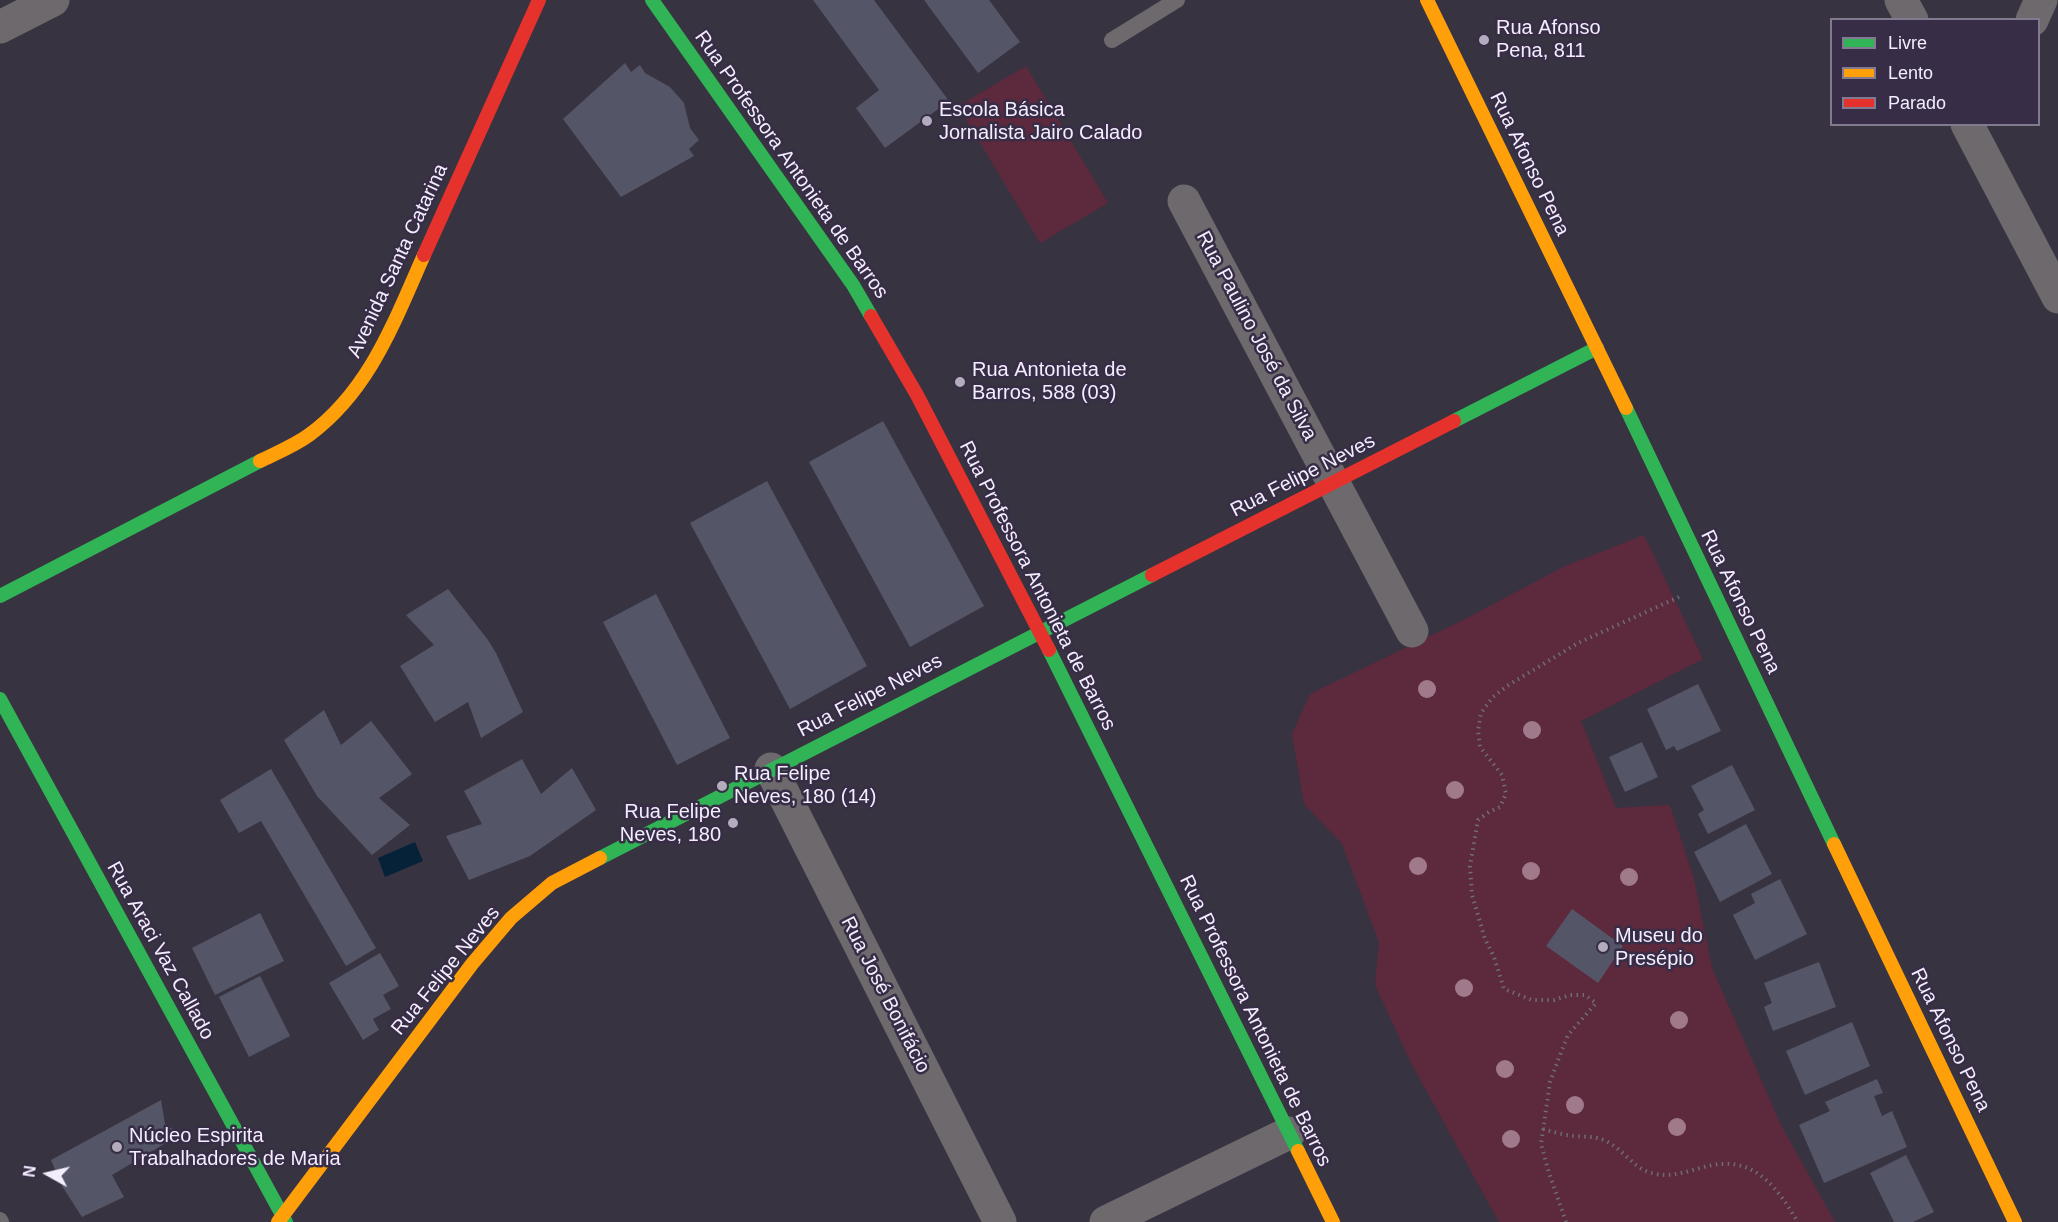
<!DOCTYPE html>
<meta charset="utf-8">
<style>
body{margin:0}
#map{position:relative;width:2058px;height:1222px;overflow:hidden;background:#383340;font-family:Helvetica,sans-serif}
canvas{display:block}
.legend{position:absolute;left:1830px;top:18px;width:210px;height:108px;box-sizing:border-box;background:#372d46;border:2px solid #827a90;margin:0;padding:8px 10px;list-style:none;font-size:18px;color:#f3edfe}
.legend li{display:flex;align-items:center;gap:12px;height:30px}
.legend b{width:30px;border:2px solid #827a90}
.north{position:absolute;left:18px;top:1144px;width:60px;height:60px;-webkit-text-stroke:4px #372d46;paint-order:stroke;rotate:278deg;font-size:16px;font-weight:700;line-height:24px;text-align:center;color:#f3edfe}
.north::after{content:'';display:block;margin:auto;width:21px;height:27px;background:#f3edfe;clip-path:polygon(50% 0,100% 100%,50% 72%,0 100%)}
</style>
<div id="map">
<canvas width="2058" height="1222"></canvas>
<ul class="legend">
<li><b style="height:8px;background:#30b455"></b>Livre</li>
<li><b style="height:8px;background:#ff9f0a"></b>Lento</li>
<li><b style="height:8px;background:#e5322d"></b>Parado</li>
</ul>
<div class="north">N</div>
</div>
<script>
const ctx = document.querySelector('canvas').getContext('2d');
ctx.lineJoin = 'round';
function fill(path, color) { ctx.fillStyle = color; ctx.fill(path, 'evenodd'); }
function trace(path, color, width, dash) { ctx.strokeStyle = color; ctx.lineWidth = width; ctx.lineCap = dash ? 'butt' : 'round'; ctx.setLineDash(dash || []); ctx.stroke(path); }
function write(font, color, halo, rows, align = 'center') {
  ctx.font = font + ' Helvetica,sans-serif'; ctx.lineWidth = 5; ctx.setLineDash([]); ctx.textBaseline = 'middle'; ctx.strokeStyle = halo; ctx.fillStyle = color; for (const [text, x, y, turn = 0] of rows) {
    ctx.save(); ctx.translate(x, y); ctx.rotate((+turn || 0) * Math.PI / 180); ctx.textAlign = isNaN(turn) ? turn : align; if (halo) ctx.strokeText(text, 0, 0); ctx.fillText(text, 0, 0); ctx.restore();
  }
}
fill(new Path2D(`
 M 1026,66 L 1108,203 L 1040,243 L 958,106 Z
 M 1644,535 L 1703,659 L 1581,721 L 1616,808 L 1670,805 L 1694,879 L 1712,968 L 1780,1123 L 1835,1222 L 1499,1222 L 1411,1063 L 1375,985 L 1379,942 L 1342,844 L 1304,804 L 1292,734 L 1310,694 L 1465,619 L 1565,566 Z`), '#5d293d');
fill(new Path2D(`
 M 415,842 L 423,861 L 385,877 L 378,858 Z`), '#052239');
fill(new Path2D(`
 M 813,0 L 874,0 L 949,101 L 885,148 L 856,108 L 879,90 Z
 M 924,0 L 989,0 L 1020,42 L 978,73 Z
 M 625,63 L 631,72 L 640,65 L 645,73 L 670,87 L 684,103 L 690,128 L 699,140 L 689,149 L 694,156 L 621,197 L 563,119 Z
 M 883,421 L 984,606 L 910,647 L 809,462 Z
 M 767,481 L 867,666 L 790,709 L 690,523 Z
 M 448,589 L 488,640 L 496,653 L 523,712 L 481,738 L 468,702 L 435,722 L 400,666 L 434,645 L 406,615 Z
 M 656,594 L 730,738 L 677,765 L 603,622 Z
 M 1698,684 L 1721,731 L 1677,751 L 1674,746 L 1666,750 L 1647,709 Z
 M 324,710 L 341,745 L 371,721 L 412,774 L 379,798 L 410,825 L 372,855 L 317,796 L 284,740 Z
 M 1642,742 L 1658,777 L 1625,792 L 1609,757 Z
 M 522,759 L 541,794 L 572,768 L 596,810 L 530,856 L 469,880 L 446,836 L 482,824 L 464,791 Z
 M 1732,765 L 1755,810 L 1708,834 L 1698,814 L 1704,810 L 1691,786 Z
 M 271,769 L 376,948 L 346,966 L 261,821 L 239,833 L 220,800 Z
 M 1746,824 L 1772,874 L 1720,902 L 1694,852 Z
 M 1780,879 L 1807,934 L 1755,960 L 1733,915 L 1755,903 L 1751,894 Z
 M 1572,909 L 1623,946 L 1598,983 L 1546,946 Z
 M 260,913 L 284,961 L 215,995 L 192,948 Z
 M 380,953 L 399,986 L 383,995 L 391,1009 L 373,1019 L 379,1030 L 363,1040 L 329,983 Z
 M 1819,962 L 1836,1007 L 1773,1031 L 1764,1007 L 1772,1003 L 1764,983 Z
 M 260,976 L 290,1036 L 249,1057 L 219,997 Z
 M 1852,1022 L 1870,1066 L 1805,1095 L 1786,1051 Z
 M 1877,1079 L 1883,1093 L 1874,1096 L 1882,1116 L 1892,1111 L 1907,1147 L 1824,1183 L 1799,1125 L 1830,1111 L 1825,1102 Z
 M 161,1100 L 165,1124 L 181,1134 L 112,1175 L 124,1197 L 82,1217 L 62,1186 L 51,1160 Z
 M 1906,1155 L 1934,1212 L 1913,1222 L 1894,1222 L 1870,1173 Z`), '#555568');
trace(new Path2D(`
 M 1543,1129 C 1553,1132 1564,1135 1574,1136 C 1585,1137 1596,1136 1606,1141 C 1621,1148 1633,1166 1646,1171 C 1669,1181 1691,1169 1713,1165 C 1757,1157 1778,1190 1798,1222
 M 1566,1222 L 1549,1173 L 1541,1144 L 1550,1082 L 1560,1055 L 1568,1035 L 1596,1003 L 1585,995 L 1570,995 L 1554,1000 L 1532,1000 L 1504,989 L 1494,957 L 1485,939 L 1472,895 L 1470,866 L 1478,820 L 1489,812 L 1500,807 L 1506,794 L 1502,775 L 1480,747 L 1478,731 L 1481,713 L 1493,697 L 1507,686 L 1578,643 L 1679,597`), '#6f6c72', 4, [1.5, 4.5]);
trace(new Path2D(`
 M 1112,40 L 1177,0
 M 0,1220 L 1,1222`), '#6d696d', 16);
trace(new Path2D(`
 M 1901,0 L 1912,20
 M 2032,20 L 2041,0
 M 0,27 L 53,0
 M 1967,124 L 2058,297
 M 1184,201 L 1412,631
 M 771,769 L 1000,1222
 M 1106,1222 L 1289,1133`), '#6d696d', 33);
trace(new Path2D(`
 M 652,0 L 853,285 L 871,316
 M 1626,408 L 1834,844
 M 1454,421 L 1597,348
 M 0,596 L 260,461
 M 1049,650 L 1298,1151
 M 0,699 L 286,1222
 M 600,858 L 1152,575`), '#30b455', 14);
trace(new Path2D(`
 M 1427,0 L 1626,408
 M 260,461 C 276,453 294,446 309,435 C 370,390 394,322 424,255
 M 1834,844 L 2015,1222
 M 1298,1151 L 1333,1222
 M 278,1222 L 472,964 L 511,918 L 552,883 L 600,858`), '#ff9f0a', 14);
trace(new Path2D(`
 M 424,255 L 539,0
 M 871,316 L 917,395 L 1049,650
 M 1152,575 L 1454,421`), '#e5322d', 14);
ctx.fillStyle = '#a07a8a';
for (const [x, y] of [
 [1427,689],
 [1532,730],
 [1455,790],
 [1418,866],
 [1531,871],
 [1629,877],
 [1464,988],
 [1679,1020],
 [1505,1069],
 [1575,1105],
 [1677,1127],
 [1511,1139]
]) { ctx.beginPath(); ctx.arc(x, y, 9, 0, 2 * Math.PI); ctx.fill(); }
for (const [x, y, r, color] of [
 [1484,40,6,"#b2acbc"],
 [927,121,6,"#b2acbc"],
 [960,382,6,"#b2acbc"],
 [722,786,6,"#b2acbc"],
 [733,823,6,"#b2acbc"],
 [1603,947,6,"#b2acbc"],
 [117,1147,6,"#b2acbc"]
]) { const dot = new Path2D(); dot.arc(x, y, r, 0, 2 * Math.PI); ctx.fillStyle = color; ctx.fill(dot); trace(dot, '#372d46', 2); }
write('20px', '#f3edfe', '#372d46', [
 ["Rua Afonso",1496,28],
 ["Pena, 811",1496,51],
 ["Escola Básica",939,110],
 ["Jornalista Jairo Calado",939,133],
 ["Rua Antonieta de",972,370],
 ["Barros, 588 (03)",972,393],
 ["Rua Felipe",734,774],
 ["Neves, 180 (14)",734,797],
 ["Rua Felipe",721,812,"right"],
 ["Neves, 180",721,835,"right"],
 ["Museu do",1615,936],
 ["Presépio",1615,959],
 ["Núcleo Espirita",129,1136],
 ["Trabalhadores de Maria",129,1159]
], 'left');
write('20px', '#f3edfe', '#372d46', [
 ["Rua Afonso Pena",1529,164,64],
 ["Rua Professora Antonieta de Barros",791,165,55],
 ["Avenida Santa Catarina",398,261,-65],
 ["Rua Paulino José da Silva",1256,336,62],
 ["Rua Felipe Neves",1303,476,-27],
 ["Rua Professora Antonieta de Barros",1037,586,63],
 ["Rua Afonso Pena",1740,602,64],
 ["Rua Felipe Neves",870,696,-27],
 ["Rua Araci Vaz Callado",160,951,61],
 ["Rua Felipe Neves",446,971,-51],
 ["Rua José Bonifácio",885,995,63],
 ["Rua Professora Antonieta de Barros",1255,1021,64],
 ["Rua Afonso Pena",1950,1040,64]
]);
</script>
-*-
# [What the exercise asks]
Go through the listing above. Show each line where the word "function" is found.

# [Written response]
function fill(path, color) { ctx.fillStyle = color; ctx.fill(path, 'evenodd'); }
function trace(path, color, width, dash) { ctx.strokeStyle = color; ctx.lineWidth = width; ctx.lineCap = dash ? 'butt' : 'round'; ctx.setLineDash(dash || []); ctx.stroke(path); }
function write(font, color, halo, rows, align = 'center') {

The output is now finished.